The response should be the complete listing below, unchanged.

| Data provided |
§ §

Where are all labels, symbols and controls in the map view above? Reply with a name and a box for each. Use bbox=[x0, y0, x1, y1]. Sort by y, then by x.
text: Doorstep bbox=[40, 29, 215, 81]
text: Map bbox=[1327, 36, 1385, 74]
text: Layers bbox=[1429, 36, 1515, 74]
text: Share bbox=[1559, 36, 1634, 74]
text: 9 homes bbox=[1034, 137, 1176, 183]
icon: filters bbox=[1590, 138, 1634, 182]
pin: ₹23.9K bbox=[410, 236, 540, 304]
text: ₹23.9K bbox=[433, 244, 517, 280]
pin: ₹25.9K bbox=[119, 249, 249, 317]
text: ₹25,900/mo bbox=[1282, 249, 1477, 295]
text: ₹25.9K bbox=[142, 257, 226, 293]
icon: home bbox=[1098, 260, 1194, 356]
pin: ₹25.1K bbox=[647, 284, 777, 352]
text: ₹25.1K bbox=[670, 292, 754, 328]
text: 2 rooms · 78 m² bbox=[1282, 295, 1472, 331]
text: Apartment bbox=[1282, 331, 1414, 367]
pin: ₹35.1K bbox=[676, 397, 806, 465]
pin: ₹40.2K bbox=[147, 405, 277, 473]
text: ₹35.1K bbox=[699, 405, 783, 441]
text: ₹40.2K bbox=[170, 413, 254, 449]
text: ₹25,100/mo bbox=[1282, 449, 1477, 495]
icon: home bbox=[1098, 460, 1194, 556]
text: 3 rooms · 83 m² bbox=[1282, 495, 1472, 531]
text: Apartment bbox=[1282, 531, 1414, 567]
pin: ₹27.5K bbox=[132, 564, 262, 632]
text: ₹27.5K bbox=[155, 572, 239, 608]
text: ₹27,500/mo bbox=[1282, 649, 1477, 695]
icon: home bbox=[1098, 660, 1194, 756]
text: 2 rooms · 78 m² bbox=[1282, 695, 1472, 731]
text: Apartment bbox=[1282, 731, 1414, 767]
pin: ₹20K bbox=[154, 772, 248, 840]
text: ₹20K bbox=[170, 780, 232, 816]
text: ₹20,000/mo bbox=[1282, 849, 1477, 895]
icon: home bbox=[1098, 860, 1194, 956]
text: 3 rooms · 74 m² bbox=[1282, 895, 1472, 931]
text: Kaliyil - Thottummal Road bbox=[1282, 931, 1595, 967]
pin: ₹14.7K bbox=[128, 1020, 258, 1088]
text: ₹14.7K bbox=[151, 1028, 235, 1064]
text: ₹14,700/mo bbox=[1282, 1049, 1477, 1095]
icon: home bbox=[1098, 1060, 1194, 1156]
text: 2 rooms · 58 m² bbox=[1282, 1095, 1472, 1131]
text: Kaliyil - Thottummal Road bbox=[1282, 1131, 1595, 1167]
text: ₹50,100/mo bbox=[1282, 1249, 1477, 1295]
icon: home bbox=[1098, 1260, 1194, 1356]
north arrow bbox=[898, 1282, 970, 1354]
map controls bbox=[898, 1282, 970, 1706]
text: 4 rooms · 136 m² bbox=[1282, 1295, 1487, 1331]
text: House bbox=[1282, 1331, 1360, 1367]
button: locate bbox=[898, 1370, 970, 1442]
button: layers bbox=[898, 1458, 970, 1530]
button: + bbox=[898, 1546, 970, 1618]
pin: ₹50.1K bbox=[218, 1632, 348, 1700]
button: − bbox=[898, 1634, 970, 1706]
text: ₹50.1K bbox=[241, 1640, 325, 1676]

§ §

| Completed task |
Where are all labels, symbols and controls in the map view above? Reply with a name and a box for each. Use bbox=[x0, y0, x1, y1]. Sort by y, then by x.
text: Doorstep bbox=[40, 29, 215, 81]
text: Map bbox=[1327, 36, 1385, 74]
text: Layers bbox=[1429, 36, 1515, 74]
text: Share bbox=[1559, 36, 1634, 74]
text: 9 homes bbox=[1034, 137, 1176, 183]
icon: filters bbox=[1590, 138, 1634, 182]
pin: ₹23.9K bbox=[410, 236, 540, 304]
text: ₹23.9K bbox=[433, 244, 517, 280]
pin: ₹25.9K bbox=[119, 249, 249, 317]
text: ₹25,900/mo bbox=[1282, 249, 1477, 295]
text: ₹25.9K bbox=[142, 257, 226, 293]
icon: home bbox=[1098, 260, 1194, 356]
pin: ₹25.1K bbox=[647, 284, 777, 352]
text: ₹25.1K bbox=[670, 292, 754, 328]
text: 2 rooms · 78 m² bbox=[1282, 295, 1472, 331]
text: Apartment bbox=[1282, 331, 1414, 367]
pin: ₹35.1K bbox=[676, 397, 806, 465]
pin: ₹40.2K bbox=[147, 405, 277, 473]
text: ₹35.1K bbox=[699, 405, 783, 441]
text: ₹40.2K bbox=[170, 413, 254, 449]
text: ₹25,100/mo bbox=[1282, 449, 1477, 495]
icon: home bbox=[1098, 460, 1194, 556]
text: 3 rooms · 83 m² bbox=[1282, 495, 1472, 531]
text: Apartment bbox=[1282, 531, 1414, 567]
pin: ₹27.5K bbox=[132, 564, 262, 632]
text: ₹27.5K bbox=[155, 572, 239, 608]
text: ₹27,500/mo bbox=[1282, 649, 1477, 695]
icon: home bbox=[1098, 660, 1194, 756]
text: 2 rooms · 78 m² bbox=[1282, 695, 1472, 731]
text: Apartment bbox=[1282, 731, 1414, 767]
pin: ₹20K bbox=[154, 772, 248, 840]
text: ₹20K bbox=[170, 780, 232, 816]
text: ₹20,000/mo bbox=[1282, 849, 1477, 895]
icon: home bbox=[1098, 860, 1194, 956]
text: 3 rooms · 74 m² bbox=[1282, 895, 1472, 931]
text: Kaliyil - Thottummal Road bbox=[1282, 931, 1595, 967]
pin: ₹14.7K bbox=[128, 1020, 258, 1088]
text: ₹14.7K bbox=[151, 1028, 235, 1064]
text: ₹14,700/mo bbox=[1282, 1049, 1477, 1095]
icon: home bbox=[1098, 1060, 1194, 1156]
text: 2 rooms · 58 m² bbox=[1282, 1095, 1472, 1131]
text: Kaliyil - Thottummal Road bbox=[1282, 1131, 1595, 1167]
text: ₹50,100/mo bbox=[1282, 1249, 1477, 1295]
icon: home bbox=[1098, 1260, 1194, 1356]
north arrow bbox=[898, 1282, 970, 1354]
map controls bbox=[898, 1282, 970, 1706]
text: 4 rooms · 136 m² bbox=[1282, 1295, 1487, 1331]
text: House bbox=[1282, 1331, 1360, 1367]
button: locate bbox=[898, 1370, 970, 1442]
button: layers bbox=[898, 1458, 970, 1530]
button: + bbox=[898, 1546, 970, 1618]
pin: ₹50.1K bbox=[218, 1632, 348, 1700]
button: − bbox=[898, 1634, 970, 1706]
text: ₹50.1K bbox=[241, 1640, 325, 1676]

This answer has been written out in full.